WHAT THE TASK REQUIRES: Each line of the data should be transcribed exactly as given.

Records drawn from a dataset

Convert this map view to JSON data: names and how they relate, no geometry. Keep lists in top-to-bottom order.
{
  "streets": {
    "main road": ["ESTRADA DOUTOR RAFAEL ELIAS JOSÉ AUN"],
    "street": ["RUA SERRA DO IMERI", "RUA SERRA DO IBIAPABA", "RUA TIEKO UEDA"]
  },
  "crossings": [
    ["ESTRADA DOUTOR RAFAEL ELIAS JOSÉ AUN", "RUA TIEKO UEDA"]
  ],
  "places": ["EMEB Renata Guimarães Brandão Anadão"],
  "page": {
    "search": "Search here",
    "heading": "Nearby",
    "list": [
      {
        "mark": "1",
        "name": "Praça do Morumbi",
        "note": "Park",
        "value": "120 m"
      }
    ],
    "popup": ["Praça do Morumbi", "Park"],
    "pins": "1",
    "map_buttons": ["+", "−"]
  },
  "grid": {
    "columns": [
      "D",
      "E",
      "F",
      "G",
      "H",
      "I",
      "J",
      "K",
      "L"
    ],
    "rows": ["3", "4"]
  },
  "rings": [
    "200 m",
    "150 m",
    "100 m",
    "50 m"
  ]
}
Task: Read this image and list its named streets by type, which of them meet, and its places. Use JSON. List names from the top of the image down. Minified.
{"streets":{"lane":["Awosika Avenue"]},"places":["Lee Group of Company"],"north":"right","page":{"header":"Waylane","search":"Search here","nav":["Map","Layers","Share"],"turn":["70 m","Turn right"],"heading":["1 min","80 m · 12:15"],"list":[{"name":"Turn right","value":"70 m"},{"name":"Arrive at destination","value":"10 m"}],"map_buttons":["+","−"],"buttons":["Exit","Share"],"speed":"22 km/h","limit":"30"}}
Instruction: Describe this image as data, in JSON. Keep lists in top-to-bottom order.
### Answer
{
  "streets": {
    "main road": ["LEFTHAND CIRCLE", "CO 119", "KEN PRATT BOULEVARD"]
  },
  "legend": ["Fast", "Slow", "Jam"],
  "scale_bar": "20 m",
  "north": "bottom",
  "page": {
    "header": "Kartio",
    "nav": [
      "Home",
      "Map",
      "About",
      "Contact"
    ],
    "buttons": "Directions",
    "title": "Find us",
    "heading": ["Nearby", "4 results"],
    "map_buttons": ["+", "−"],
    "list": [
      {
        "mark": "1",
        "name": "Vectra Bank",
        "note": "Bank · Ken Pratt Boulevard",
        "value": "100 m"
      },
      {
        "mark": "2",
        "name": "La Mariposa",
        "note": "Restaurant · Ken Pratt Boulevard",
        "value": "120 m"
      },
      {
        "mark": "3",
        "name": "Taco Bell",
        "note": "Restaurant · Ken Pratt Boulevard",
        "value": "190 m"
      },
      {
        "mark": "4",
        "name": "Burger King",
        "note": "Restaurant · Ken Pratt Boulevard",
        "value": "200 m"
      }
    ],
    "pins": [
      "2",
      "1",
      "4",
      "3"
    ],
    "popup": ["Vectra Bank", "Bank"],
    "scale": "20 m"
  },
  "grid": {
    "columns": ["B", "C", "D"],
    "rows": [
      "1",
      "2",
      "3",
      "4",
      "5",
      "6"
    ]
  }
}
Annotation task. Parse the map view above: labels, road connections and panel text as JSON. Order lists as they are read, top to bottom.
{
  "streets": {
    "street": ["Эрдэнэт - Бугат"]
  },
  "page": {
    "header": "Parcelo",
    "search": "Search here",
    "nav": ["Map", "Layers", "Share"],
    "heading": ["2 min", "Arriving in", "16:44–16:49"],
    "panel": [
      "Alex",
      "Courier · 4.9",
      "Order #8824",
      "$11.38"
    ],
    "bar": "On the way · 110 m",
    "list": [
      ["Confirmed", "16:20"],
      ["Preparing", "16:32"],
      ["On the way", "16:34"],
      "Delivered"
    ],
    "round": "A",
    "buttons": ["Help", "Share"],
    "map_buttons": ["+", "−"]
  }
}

REPLY TO THE TASK:
Convert this map view to JSON data: names and how they relate, no geometry. Keep lists in top-to-bottom order.
{
  "streets": {
    "main road": ["ESTRADA DOUTOR RAFAEL ELIAS JOSÉ AUN"],
    "street": ["RUA SERRA DO IMERI", "RUA SERRA DO IBIAPABA", "RUA TIEKO UEDA"]
  },
  "crossings": [
    ["ESTRADA DOUTOR RAFAEL ELIAS JOSÉ AUN", "RUA TIEKO UEDA"]
  ],
  "places": ["EMEB Renata Guimarães Brandão Anadão"],
  "page": {
    "search": "Search here",
    "heading": "Nearby",
    "list": [
      {
        "mark": "1",
        "name": "Praça do Morumbi",
        "note": "Park",
        "value": "120 m"
      }
    ],
    "popup": ["Praça do Morumbi", "Park"],
    "pins": "1",
    "map_buttons": ["+", "−"]
  },
  "grid": {
    "columns": [
      "D",
      "E",
      "F",
      "G",
      "H",
      "I",
      "J",
      "K",
      "L"
    ],
    "rows": ["3", "4"]
  },
  "rings": [
    "200 m",
    "150 m",
    "100 m",
    "50 m"
  ]
}
Task: Read this image and list its named streets by type, which of them meet, and its places. Use JSON. List names from the top of the image down. Minified.
{"streets":{"lane":["Awosika Avenue"]},"places":["Lee Group of Company"],"north":"right","page":{"header":"Waylane","search":"Search here","nav":["Map","Layers","Share"],"turn":["70 m","Turn right"],"heading":["1 min","80 m · 12:15"],"list":[{"name":"Turn right","value":"70 m"},{"name":"Arrive at destination","value":"10 m"}],"map_buttons":["+","−"],"buttons":["Exit","Share"],"speed":"22 km/h","limit":"30"}}
Instruction: Describe this image as data, in JSON. Keep lists in top-to-bottom order.
### Answer
{
  "streets": {
    "main road": ["LEFTHAND CIRCLE", "CO 119", "KEN PRATT BOULEVARD"]
  },
  "legend": ["Fast", "Slow", "Jam"],
  "scale_bar": "20 m",
  "north": "bottom",
  "page": {
    "header": "Kartio",
    "nav": [
      "Home",
      "Map",
      "About",
      "Contact"
    ],
    "buttons": "Directions",
    "title": "Find us",
    "heading": ["Nearby", "4 results"],
    "map_buttons": ["+", "−"],
    "list": [
      {
        "mark": "1",
        "name": "Vectra Bank",
        "note": "Bank · Ken Pratt Boulevard",
        "value": "100 m"
      },
      {
        "mark": "2",
        "name": "La Mariposa",
        "note": "Restaurant · Ken Pratt Boulevard",
        "value": "120 m"
      },
      {
        "mark": "3",
        "name": "Taco Bell",
        "note": "Restaurant · Ken Pratt Boulevard",
        "value": "190 m"
      },
      {
        "mark": "4",
        "name": "Burger King",
        "note": "Restaurant · Ken Pratt Boulevard",
        "value": "200 m"
      }
    ],
    "pins": [
      "2",
      "1",
      "4",
      "3"
    ],
    "popup": ["Vectra Bank", "Bank"],
    "scale": "20 m"
  },
  "grid": {
    "columns": ["B", "C", "D"],
    "rows": [
      "1",
      "2",
      "3",
      "4",
      "5",
      "6"
    ]
  }
}
Annotation task. Parse the map view above: labels, road connections and panel text as JSON. Order lists as they are read, top to bottom.
{
  "streets": {
    "street": ["Эрдэнэт - Бугат"]
  },
  "page": {
    "header": "Parcelo",
    "search": "Search here",
    "nav": ["Map", "Layers", "Share"],
    "heading": ["2 min", "Arriving in", "16:44–16:49"],
    "panel": [
      "Alex",
      "Courier · 4.9",
      "Order #8824",
      "$11.38"
    ],
    "bar": "On the way · 110 m",
    "list": [
      ["Confirmed", "16:20"],
      ["Preparing", "16:32"],
      ["On the way", "16:34"],
      "Delivered"
    ],
    "round": "A",
    "buttons": ["Help", "Share"],
    "map_buttons": ["+", "−"]
  }
}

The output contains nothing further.